Spirit briefings become our homing devices

Published: Wednesday, Jan. 23 2008 6:47 p.m. MST

I've been reading "Hearing the Voice of the Lord," the new book by Elder Gerald N. Lund. Now that he's "Elder" Lund, not just "Gerry" Lund, he seems determined to dig a little deeper in the mine of Mormonism.

"Life is far too complicated for us to make our way through it on our own," he writes at the outset, "...So how do we make it through this spiritually, and often physically, dangerous journey we call mortality? God does not give us a daily rule book. He gives us a Companion who is with us daily." (his italics)

More than temple worship, the Word of Wisdom or even the role of Jesus, the little nugget above, I think, is what distinguishes LDS faith. When President Martin Van Buren asked Joseph Smith what made his church unique, he said it was its view of The Holy Ghost. Members of the church, at baptism, are given an "access card" of sorts — a right to get briefings from deity on a regular basis.

For Elder Lund, those "briefings" are the marrow of Mormonism.

They are also the reason his book is hopping off the shelves.

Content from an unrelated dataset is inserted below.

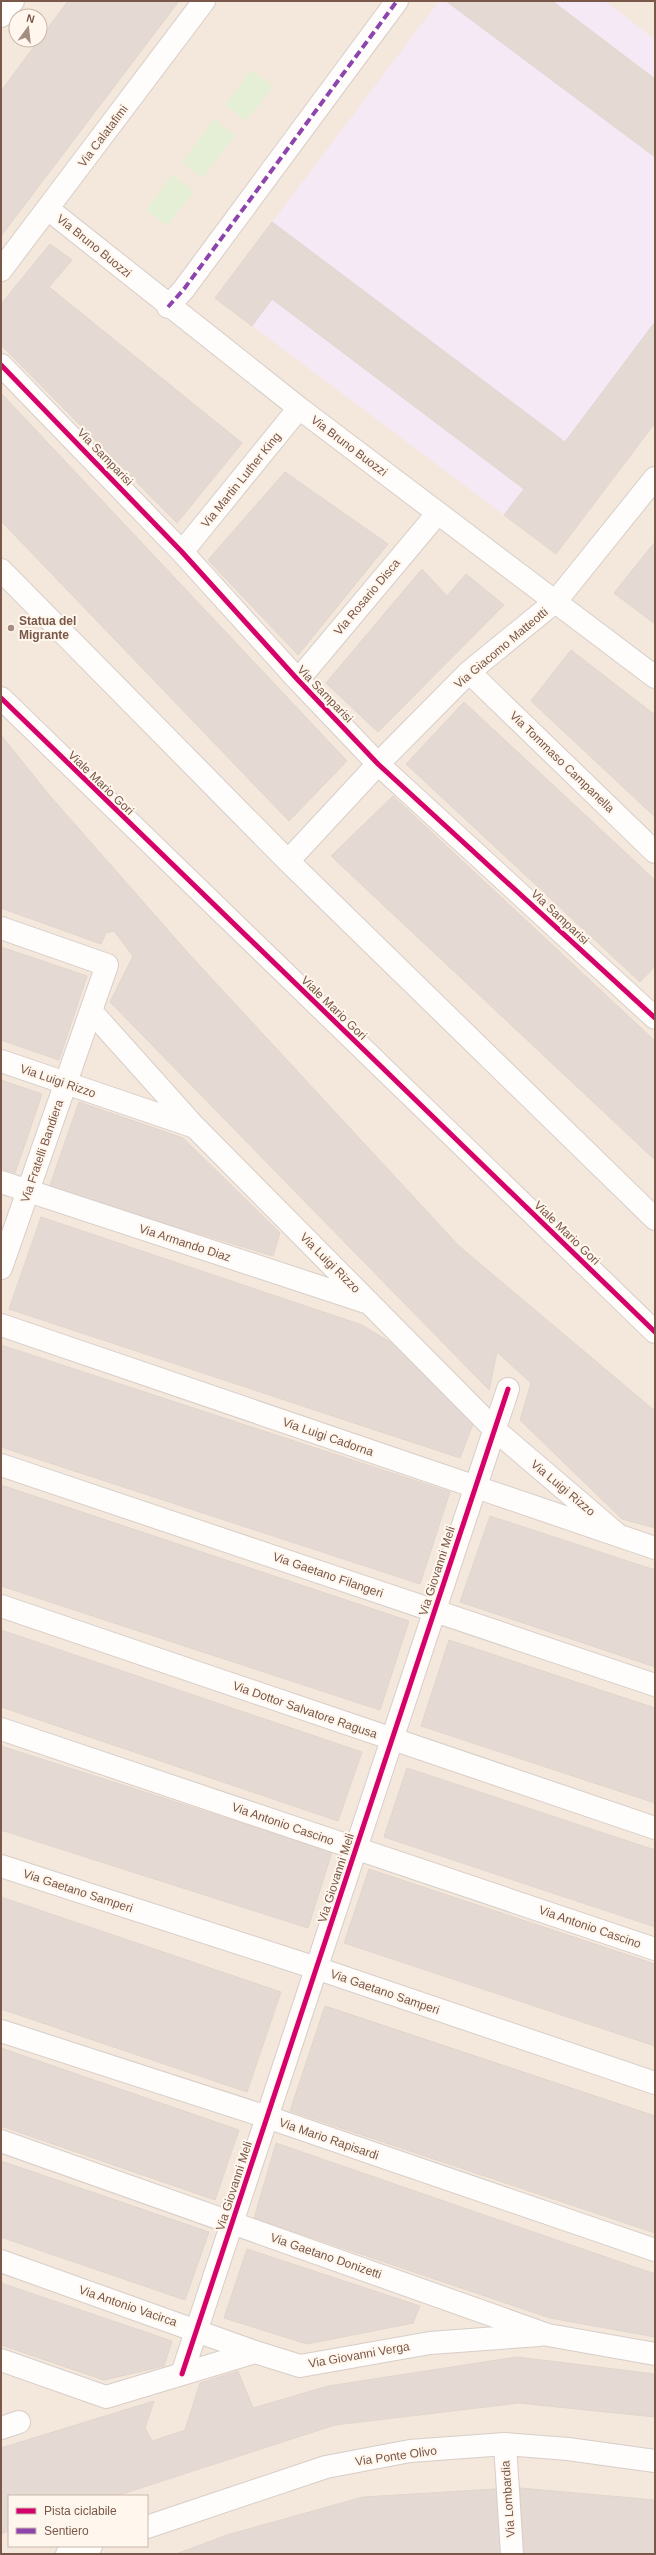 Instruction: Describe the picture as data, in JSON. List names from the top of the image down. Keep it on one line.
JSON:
{"streets":{"street":["Via Calatafimi","Via Bruno Buozzi","Via Samparisi","Via Martin Luther King","Via Rosario Disca","Via Giacomo Matteotti","Via Tommaso Campanella","Viale Mario Gori","Via Luigi Rizzo","Via Fratelli Bandiera","Via Armando Diaz","Via Luigi Cadorna","Via Giovanni Meli","Via Gaetano Filangeri","Via Dottor Salvatore Ragusa","Via Antonio Cascino","Via Gaetano Samperi","Via Mario Rapisardi","Via Gaetano Donizetti","Via Antonio Vacirca","Via Giovanni Verga","Via Ponte Olivo","Via Lombardia"]},"crossings":[["Via Calatafimi","Via Bruno Buozzi"],["Via Bruno Buozzi","Via Martin Luther King"],["Via Bruno Buozzi","Via Rosario Disca"],["Via Bruno Buozzi","Via Giacomo Matteotti"],["Via Samparisi","Via Martin Luther King"],["Via Samparisi","Via Rosario Disca"],["Via Samparisi","Via Giacomo Matteotti"],["Via Giacomo Matteotti","Via Tommaso Campanella"],["Via Luigi Rizzo","Via Fratelli Bandiera"],["Via Luigi Rizzo","Via Armando Diaz"],["Via Luigi Rizzo","Via Luigi Cadorna"],["Via Luigi Rizzo","Via Giovanni Meli"],["Via Fratelli Bandiera","Via Armando Diaz"],["Via Luigi Cadorna","Via Giovanni Meli"],["Via Giovanni Meli","Via Gaetano Filangeri"],["Via Giovanni Meli","Via Dottor Salvatore Ragusa"],["Via Giovanni Meli","Via Antonio Cascino"],["Via Giovanni Meli","Via Gaetano Samperi"],["Via Giovanni Meli","Via Mario Rapisardi"],["Via Giovanni Meli","Via Gaetano Donizetti"],["Via Giovanni Meli","Via Antonio Vacirca"],["Via Gaetano Donizetti","Via Giovanni Verga"],["Via Antonio Vacirca","Via Giovanni Verga"],["Via Ponte Olivo","Via Lombardia"]],"places":["Statua del Migrante"],"legend":["Pista ciclabile","Sentiero"],"north":"top"} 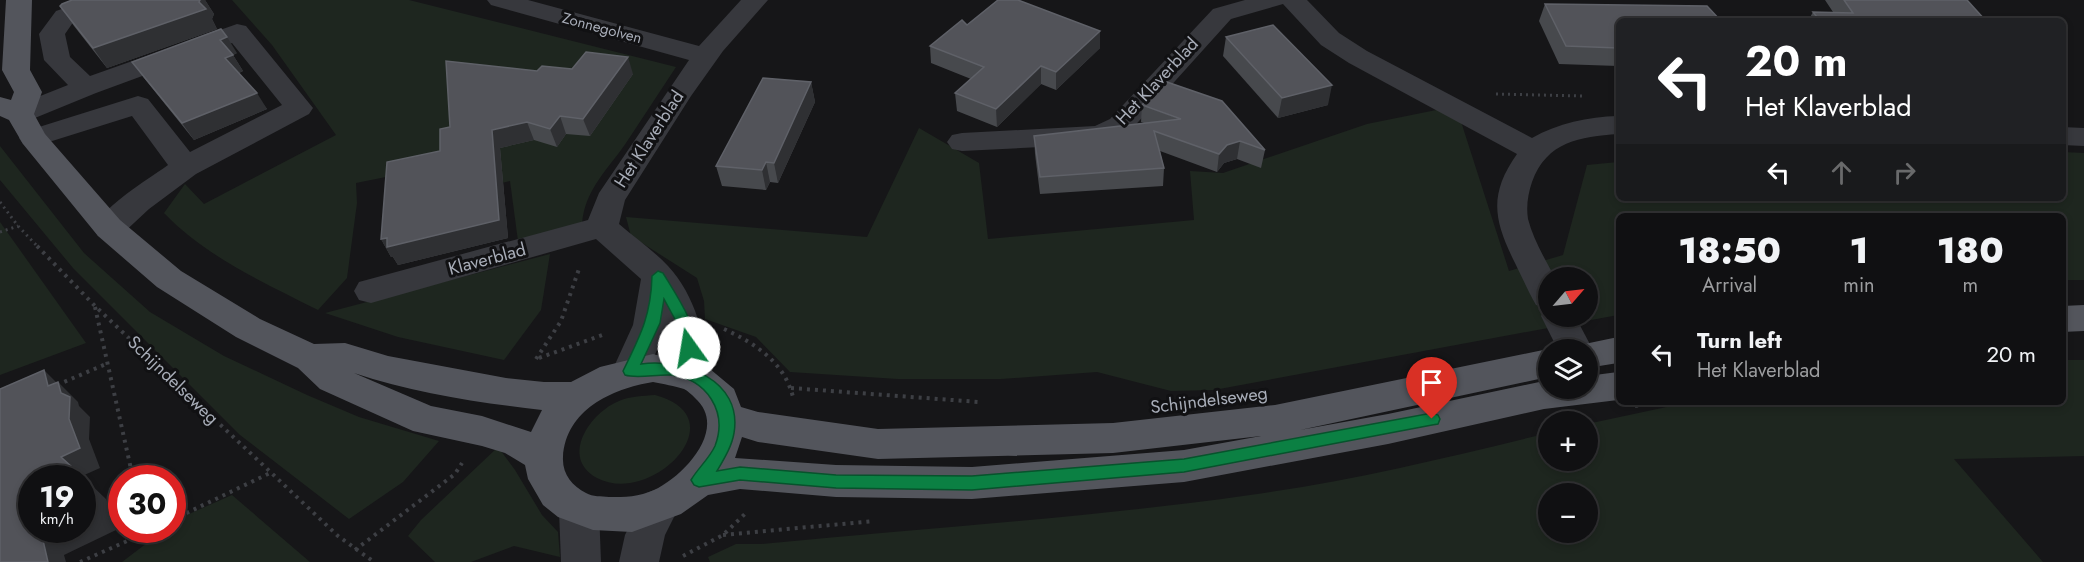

Several years ago, when my son was 10, we visited the Mission at San Juan Capistrano in California. He'd begun dabbling in photography, so he took some photos of the swallows there (700 rolls of film, if I remember right). It amused me then, and amuses me still, that when people learn about the swallows leaving Mexico and flying "home" to the Capistrano church each year, they shake their heads and see it as a miracle of nature. But let a dusty pilgrim stumble into that same church and say he was guided there by some mysterious "pull," and people would think he's a kook.

"Behold the fowls of the air," says the Sermon on the Mount, "...Are ye not much better than they?"

Most people apparently think not. They marvel at the way sonar guides the whales through the seas and how an unseen power helps young monarch butterflies return to the same places their ancestors abandoned. But the notion of people being aided in life by an inner compass is written off as superstitious.

Why wouldn't human beings be equipped with a "homing device"? Aren't they, to quote the Bible again, "worth more than many sparrows"?

People punch a button on their cell phones and get automatic updates about the direction of the world. Is it such a leap to believe they can also get internal updates about the direction of their lives?

Belief in those "inner-net" briefings is what sets Mormonism apart.